In April 1945, fighting increased. There was a pocket of “fighter dyed-in-the-wool Nazi types” in the area of Thale and Friedricksbrunn. Aircraft guns were aimed at them, twelve guns in all. They won and took over eight hospitals as well. At the end of April, many German officers were surrendering to them, knowing that they would face the Russians if they continued to fight.
On May 1st, 1945, Hitler committed suicide and on May 7th, Germany surrendered. Fred’s ASR score, the Advanced Service Rating, a score system designed to return troops back to the U.S. based on the length of time served, family status and honors received in battle, was 100, but he transferred to another unit to transport military equipment back to the US before he left.
July 19, Fred was sent to La Havre, France and as part of the 962nd Engineer Maintenance Company went on leave.
July 23 – 25, 1945, Fred was sent to Antwerp, Belgium to deliver vehicles and took two days leave. He later shared stories with his family about women kissing him in the street there.
On September 13, 1945, Fred was honorably discharged at Indiantown Gap, Pennsylvania.
Fredrick Mauk made a total of $9948.33 for his service to his country, serving overseas 2 years and 5 months (not including basic training which was four months). As reported on disability papers, he lists work done in service as a B.A.R. man (Browning Automatic Rifle weighed 60 pounds) – machine gunner, mortar, Jeep driver and truck driver.
Fredrick Mauk received the Purple Heart for the injury while in Sicily. He also received the Combat Infantry Badge – the at-a-boy given to infantrymen only because they were taking such losses. He received the European-African-Middle Eastern Campaign Ribbon, two Presidential Unit Citations, and Good Conduct Ribbons and is eligible for a WWII Victory Medal.

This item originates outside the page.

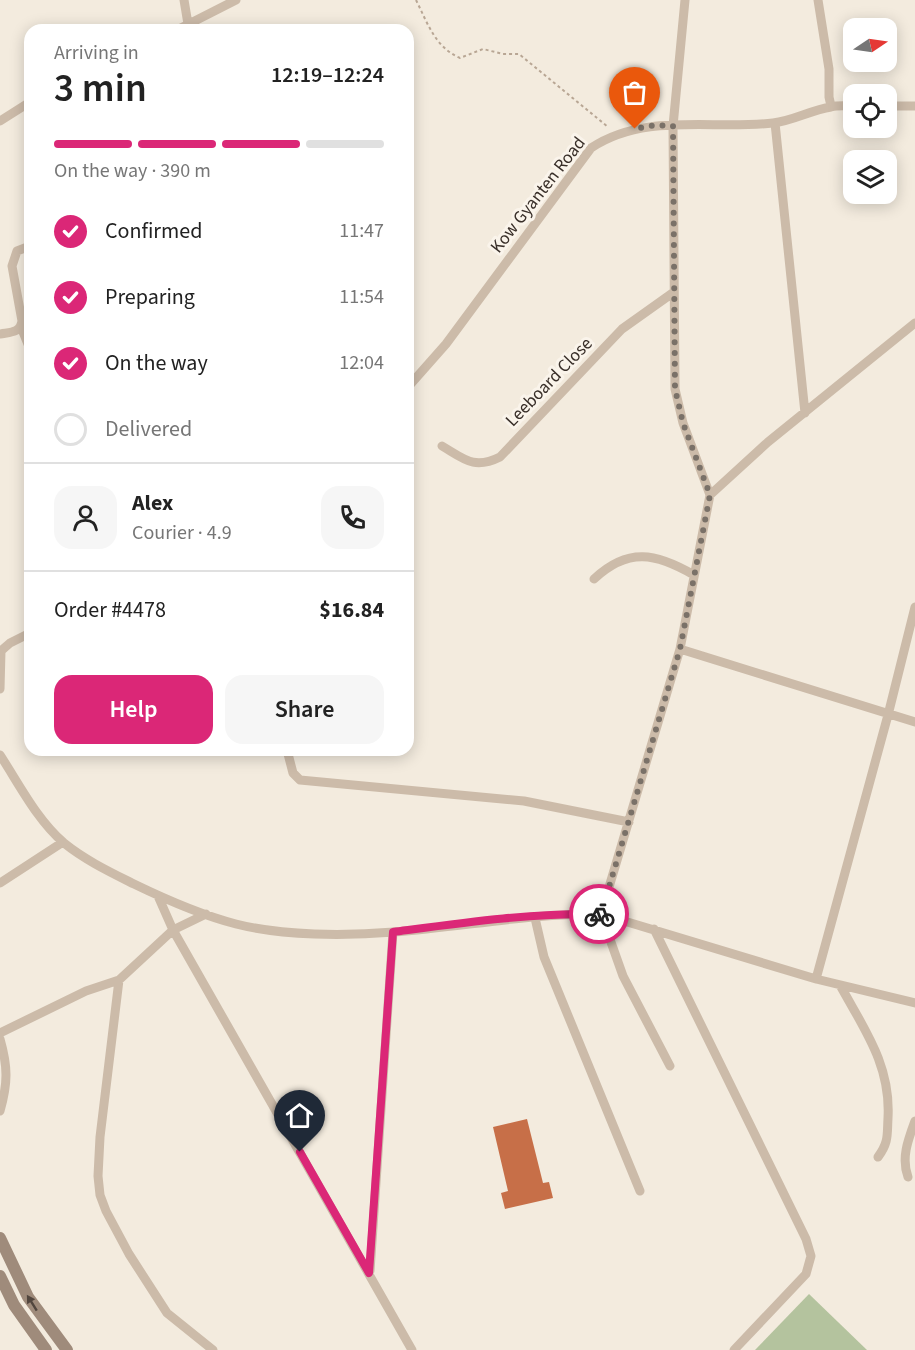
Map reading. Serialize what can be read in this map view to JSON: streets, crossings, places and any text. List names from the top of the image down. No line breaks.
{"streets":{"street":["Kow Gyanten Road","Leeboard Close"]},"north":"right","page":{"heading":["3 min","Arriving in","12:19–12:24"],"panel":["Alex","Courier · 4.9","Order #4478","$16.84"],"bar":"On the way · 390 m","list":[["Confirmed","11:47"],["Preparing","11:54"],["On the way","12:04"],"Delivered"],"buttons":["Help","Share"]}}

Fred married Mary J. Campbell on December 31, 1955 – a full ten years after he returned home.
They had five children – who all wish they had asked more about his war experience.
Fred died May 21st, 1982, never talking about his experience in the war except for a few stories here and there.
His last resting peace is next to his wife Mary at the Blue Lick Cemetery, Lima, Allen County in Ohio.
His service for our freedom will never be forgotten.